(Material to process)

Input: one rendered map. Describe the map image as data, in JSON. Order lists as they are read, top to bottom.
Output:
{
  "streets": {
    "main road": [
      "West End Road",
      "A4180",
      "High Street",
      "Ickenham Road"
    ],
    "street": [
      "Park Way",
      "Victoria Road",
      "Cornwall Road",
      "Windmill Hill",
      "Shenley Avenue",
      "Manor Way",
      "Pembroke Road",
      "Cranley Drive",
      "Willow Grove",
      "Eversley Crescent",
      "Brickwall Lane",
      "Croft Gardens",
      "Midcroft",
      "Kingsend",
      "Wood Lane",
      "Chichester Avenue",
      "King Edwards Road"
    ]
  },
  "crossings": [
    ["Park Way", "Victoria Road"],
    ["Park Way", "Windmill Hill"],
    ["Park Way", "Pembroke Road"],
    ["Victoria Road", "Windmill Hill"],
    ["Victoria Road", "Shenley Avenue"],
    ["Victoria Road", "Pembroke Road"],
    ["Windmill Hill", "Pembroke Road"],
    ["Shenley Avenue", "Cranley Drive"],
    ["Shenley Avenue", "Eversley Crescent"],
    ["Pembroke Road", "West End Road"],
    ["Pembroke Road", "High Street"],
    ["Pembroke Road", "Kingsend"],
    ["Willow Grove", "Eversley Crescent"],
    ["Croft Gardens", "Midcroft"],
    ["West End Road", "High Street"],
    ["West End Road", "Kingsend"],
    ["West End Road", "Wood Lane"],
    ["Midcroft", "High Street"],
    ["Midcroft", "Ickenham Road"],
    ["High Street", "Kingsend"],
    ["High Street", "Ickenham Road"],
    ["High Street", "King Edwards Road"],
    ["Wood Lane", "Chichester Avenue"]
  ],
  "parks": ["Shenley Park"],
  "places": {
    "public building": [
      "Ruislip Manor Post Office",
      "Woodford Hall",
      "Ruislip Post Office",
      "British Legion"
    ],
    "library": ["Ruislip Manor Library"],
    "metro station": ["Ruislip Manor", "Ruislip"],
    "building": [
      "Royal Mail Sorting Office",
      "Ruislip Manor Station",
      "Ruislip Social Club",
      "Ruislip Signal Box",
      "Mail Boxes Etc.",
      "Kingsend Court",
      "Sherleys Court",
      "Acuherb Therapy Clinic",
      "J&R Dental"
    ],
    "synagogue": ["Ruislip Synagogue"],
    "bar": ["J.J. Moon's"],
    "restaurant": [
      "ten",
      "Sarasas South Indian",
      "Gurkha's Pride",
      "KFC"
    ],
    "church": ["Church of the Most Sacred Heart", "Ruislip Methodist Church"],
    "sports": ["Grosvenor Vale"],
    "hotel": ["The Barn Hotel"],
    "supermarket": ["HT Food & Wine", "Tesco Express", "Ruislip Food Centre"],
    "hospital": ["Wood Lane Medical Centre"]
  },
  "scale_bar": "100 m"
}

(End Material to process)

Directions for this task
Restate each entry word for word.

Output below
Input: one rendered map. Describe the map image as data, in JSON. Order lists as they are read, top to bottom.
Output:
{
  "streets": {
    "main road": [
      "West End Road",
      "A4180",
      "High Street",
      "Ickenham Road"
    ],
    "street": [
      "Park Way",
      "Victoria Road",
      "Cornwall Road",
      "Windmill Hill",
      "Shenley Avenue",
      "Manor Way",
      "Pembroke Road",
      "Cranley Drive",
      "Willow Grove",
      "Eversley Crescent",
      "Brickwall Lane",
      "Croft Gardens",
      "Midcroft",
      "Kingsend",
      "Wood Lane",
      "Chichester Avenue",
      "King Edwards Road"
    ]
  },
  "crossings": [
    ["Park Way", "Victoria Road"],
    ["Park Way", "Windmill Hill"],
    ["Park Way", "Pembroke Road"],
    ["Victoria Road", "Windmill Hill"],
    ["Victoria Road", "Shenley Avenue"],
    ["Victoria Road", "Pembroke Road"],
    ["Windmill Hill", "Pembroke Road"],
    ["Shenley Avenue", "Cranley Drive"],
    ["Shenley Avenue", "Eversley Crescent"],
    ["Pembroke Road", "West End Road"],
    ["Pembroke Road", "High Street"],
    ["Pembroke Road", "Kingsend"],
    ["Willow Grove", "Eversley Crescent"],
    ["Croft Gardens", "Midcroft"],
    ["West End Road", "High Street"],
    ["West End Road", "Kingsend"],
    ["West End Road", "Wood Lane"],
    ["Midcroft", "High Street"],
    ["Midcroft", "Ickenham Road"],
    ["High Street", "Kingsend"],
    ["High Street", "Ickenham Road"],
    ["High Street", "King Edwards Road"],
    ["Wood Lane", "Chichester Avenue"]
  ],
  "parks": ["Shenley Park"],
  "places": {
    "public building": [
      "Ruislip Manor Post Office",
      "Woodford Hall",
      "Ruislip Post Office",
      "British Legion"
    ],
    "library": ["Ruislip Manor Library"],
    "metro station": ["Ruislip Manor", "Ruislip"],
    "building": [
      "Royal Mail Sorting Office",
      "Ruislip Manor Station",
      "Ruislip Social Club",
      "Ruislip Signal Box",
      "Mail Boxes Etc.",
      "Kingsend Court",
      "Sherleys Court",
      "Acuherb Therapy Clinic",
      "J&R Dental"
    ],
    "synagogue": ["Ruislip Synagogue"],
    "bar": ["J.J. Moon's"],
    "restaurant": [
      "ten",
      "Sarasas South Indian",
      "Gurkha's Pride",
      "KFC"
    ],
    "church": ["Church of the Most Sacred Heart", "Ruislip Methodist Church"],
    "sports": ["Grosvenor Vale"],
    "hotel": ["The Barn Hotel"],
    "supermarket": ["HT Food & Wine", "Tesco Express", "Ruislip Food Centre"],
    "hospital": ["Wood Lane Medical Centre"]
  },
  "scale_bar": "100 m"
}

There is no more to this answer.